→ WORK REQUEST
Find each line of the entries with the string "direction", please, and copy it.

++++ RECORDS PROVIDED ++++

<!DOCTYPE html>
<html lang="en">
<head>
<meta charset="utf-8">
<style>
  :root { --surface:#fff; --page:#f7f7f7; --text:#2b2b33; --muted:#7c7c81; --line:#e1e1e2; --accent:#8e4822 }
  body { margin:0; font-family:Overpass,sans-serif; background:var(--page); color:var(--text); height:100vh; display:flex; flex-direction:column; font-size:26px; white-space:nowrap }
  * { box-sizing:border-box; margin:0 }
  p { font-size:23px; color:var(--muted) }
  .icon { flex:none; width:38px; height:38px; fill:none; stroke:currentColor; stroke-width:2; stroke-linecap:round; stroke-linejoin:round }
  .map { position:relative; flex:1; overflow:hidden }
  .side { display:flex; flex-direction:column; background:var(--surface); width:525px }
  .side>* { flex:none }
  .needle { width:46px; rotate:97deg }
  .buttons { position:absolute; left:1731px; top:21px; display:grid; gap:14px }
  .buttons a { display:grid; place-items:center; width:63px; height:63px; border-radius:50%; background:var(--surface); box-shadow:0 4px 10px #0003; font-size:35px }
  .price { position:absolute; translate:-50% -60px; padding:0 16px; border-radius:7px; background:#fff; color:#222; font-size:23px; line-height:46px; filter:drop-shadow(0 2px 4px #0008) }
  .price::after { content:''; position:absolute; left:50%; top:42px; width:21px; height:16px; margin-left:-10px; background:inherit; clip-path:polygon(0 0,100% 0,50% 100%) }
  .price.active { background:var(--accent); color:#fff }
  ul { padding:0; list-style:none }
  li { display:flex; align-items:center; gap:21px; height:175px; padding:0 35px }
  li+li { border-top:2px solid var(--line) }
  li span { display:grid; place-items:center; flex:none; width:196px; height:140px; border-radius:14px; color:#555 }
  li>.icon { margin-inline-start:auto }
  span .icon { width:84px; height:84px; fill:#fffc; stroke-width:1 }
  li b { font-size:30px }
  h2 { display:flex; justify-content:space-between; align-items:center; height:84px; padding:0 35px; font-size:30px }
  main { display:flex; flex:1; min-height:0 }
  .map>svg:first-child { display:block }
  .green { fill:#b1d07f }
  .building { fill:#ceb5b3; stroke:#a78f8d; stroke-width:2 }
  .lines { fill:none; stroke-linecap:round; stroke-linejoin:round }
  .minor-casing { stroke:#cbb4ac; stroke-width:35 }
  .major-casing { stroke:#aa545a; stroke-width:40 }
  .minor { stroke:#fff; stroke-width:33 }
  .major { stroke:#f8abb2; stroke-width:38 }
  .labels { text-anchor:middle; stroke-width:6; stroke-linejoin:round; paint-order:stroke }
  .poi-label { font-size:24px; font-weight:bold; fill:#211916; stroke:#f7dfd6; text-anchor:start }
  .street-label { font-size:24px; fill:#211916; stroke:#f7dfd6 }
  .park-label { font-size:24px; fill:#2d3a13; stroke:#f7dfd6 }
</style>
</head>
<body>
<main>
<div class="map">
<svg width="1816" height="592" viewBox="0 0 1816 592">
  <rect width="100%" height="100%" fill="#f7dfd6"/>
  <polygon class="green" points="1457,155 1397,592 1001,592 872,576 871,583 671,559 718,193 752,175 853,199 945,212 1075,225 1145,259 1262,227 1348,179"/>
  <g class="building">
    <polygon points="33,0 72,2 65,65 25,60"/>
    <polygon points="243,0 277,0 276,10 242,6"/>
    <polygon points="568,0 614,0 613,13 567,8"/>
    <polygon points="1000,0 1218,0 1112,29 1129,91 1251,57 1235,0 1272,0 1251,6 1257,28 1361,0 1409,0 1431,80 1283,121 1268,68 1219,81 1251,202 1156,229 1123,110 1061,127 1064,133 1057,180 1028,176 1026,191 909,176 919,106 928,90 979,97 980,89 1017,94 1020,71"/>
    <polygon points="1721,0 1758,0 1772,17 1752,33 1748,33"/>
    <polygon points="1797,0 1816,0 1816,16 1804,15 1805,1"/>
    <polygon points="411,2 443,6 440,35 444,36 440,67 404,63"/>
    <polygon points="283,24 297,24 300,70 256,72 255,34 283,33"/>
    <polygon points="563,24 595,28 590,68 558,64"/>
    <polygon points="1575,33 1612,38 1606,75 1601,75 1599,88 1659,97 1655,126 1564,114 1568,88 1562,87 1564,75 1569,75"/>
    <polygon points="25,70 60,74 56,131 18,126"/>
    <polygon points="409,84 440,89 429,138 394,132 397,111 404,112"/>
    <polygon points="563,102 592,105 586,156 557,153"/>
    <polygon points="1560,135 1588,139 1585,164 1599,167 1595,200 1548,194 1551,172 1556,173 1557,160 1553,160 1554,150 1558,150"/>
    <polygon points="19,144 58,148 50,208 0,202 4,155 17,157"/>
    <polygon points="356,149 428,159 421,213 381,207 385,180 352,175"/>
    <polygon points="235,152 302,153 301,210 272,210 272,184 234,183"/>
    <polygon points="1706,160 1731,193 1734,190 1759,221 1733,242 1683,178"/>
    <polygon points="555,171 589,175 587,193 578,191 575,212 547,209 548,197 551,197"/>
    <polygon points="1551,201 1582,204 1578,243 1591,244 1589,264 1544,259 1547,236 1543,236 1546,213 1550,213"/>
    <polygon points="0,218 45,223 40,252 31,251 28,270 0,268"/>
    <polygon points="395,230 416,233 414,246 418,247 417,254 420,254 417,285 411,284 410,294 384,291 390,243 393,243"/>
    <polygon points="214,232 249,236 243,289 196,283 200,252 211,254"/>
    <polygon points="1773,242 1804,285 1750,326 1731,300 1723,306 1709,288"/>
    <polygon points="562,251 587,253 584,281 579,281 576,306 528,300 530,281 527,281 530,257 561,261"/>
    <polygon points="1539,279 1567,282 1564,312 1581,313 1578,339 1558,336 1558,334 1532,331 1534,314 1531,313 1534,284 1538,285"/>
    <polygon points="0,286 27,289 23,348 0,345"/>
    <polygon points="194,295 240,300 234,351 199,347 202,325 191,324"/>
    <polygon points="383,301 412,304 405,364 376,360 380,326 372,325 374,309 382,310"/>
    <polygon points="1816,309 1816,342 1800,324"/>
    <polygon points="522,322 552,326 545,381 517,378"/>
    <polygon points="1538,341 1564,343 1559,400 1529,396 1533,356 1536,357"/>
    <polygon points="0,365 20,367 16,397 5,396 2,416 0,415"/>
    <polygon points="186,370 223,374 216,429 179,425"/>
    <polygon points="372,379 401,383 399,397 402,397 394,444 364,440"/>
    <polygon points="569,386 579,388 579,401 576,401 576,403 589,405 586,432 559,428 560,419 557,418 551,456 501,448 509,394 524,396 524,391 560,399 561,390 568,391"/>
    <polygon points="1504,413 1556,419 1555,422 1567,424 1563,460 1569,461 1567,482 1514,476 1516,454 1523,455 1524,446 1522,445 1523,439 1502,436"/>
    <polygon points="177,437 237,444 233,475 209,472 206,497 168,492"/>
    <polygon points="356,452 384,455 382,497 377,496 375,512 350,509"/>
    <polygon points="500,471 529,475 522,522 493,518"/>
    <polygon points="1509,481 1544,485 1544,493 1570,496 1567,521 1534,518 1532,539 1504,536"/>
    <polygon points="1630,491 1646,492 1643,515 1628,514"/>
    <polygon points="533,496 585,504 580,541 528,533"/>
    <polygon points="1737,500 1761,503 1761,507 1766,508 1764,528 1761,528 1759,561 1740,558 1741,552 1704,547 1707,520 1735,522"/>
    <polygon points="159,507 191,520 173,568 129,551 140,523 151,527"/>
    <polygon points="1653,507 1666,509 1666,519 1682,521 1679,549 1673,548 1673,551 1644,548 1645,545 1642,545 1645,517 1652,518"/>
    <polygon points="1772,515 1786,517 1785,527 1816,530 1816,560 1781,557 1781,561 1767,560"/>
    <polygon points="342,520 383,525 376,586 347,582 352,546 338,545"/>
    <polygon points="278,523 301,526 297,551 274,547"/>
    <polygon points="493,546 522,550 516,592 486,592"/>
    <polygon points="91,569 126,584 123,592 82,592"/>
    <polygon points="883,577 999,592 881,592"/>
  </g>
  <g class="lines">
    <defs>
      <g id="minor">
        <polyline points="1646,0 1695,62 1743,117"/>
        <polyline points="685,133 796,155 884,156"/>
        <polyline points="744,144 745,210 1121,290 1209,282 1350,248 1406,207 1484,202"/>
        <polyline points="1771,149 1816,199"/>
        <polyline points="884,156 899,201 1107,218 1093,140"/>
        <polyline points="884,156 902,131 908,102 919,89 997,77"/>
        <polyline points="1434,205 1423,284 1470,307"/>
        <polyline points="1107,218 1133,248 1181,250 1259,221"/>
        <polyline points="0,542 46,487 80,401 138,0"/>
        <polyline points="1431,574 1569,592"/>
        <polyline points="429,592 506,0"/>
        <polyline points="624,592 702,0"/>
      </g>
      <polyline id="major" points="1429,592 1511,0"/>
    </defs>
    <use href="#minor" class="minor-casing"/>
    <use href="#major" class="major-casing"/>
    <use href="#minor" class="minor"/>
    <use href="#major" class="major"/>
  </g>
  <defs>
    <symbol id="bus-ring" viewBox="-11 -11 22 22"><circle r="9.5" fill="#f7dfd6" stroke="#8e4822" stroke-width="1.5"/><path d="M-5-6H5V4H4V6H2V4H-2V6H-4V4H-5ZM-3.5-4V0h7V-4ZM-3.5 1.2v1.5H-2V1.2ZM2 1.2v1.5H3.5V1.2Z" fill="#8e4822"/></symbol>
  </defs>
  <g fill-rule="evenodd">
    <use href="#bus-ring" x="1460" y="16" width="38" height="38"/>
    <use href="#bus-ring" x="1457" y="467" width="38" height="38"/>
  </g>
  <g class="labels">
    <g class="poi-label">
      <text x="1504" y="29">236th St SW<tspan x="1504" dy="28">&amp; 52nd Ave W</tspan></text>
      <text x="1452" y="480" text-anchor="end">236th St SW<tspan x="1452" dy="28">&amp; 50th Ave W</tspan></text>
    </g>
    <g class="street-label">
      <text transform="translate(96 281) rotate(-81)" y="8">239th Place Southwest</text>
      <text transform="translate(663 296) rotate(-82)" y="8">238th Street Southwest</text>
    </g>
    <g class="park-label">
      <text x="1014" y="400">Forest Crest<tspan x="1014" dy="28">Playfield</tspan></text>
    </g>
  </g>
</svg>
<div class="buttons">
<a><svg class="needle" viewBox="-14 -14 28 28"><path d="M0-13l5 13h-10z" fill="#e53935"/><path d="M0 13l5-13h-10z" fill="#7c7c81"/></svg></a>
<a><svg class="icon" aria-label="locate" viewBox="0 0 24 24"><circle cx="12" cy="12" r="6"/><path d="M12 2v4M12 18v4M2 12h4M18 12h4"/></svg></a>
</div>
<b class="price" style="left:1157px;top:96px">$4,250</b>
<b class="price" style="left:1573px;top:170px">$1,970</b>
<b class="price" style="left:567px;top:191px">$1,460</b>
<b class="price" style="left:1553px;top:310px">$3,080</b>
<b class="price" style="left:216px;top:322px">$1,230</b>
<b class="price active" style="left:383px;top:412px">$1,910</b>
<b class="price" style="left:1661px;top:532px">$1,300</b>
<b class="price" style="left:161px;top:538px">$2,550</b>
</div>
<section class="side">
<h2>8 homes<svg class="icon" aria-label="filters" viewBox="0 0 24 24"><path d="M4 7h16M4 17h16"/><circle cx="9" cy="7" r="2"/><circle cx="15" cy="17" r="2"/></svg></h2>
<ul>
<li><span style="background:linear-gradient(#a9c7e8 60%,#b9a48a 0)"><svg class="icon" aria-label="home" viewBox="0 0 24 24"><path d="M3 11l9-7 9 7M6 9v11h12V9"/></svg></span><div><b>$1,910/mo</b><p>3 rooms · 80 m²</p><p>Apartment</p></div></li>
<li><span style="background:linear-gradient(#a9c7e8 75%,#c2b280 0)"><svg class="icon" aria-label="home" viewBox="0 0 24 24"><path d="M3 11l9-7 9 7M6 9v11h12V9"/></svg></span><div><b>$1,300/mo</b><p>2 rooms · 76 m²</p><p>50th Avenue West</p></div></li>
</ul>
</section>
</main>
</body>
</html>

++++

→ SOLUTION
  body { margin:0; font-family:Overpass,sans-serif; background:var(--page); color:var(--text); height:100vh; display:flex; flex-direction:column; font-size:26px; white-space:nowrap }
  .side { display:flex; flex-direction:column; background:var(--surface); width:525px }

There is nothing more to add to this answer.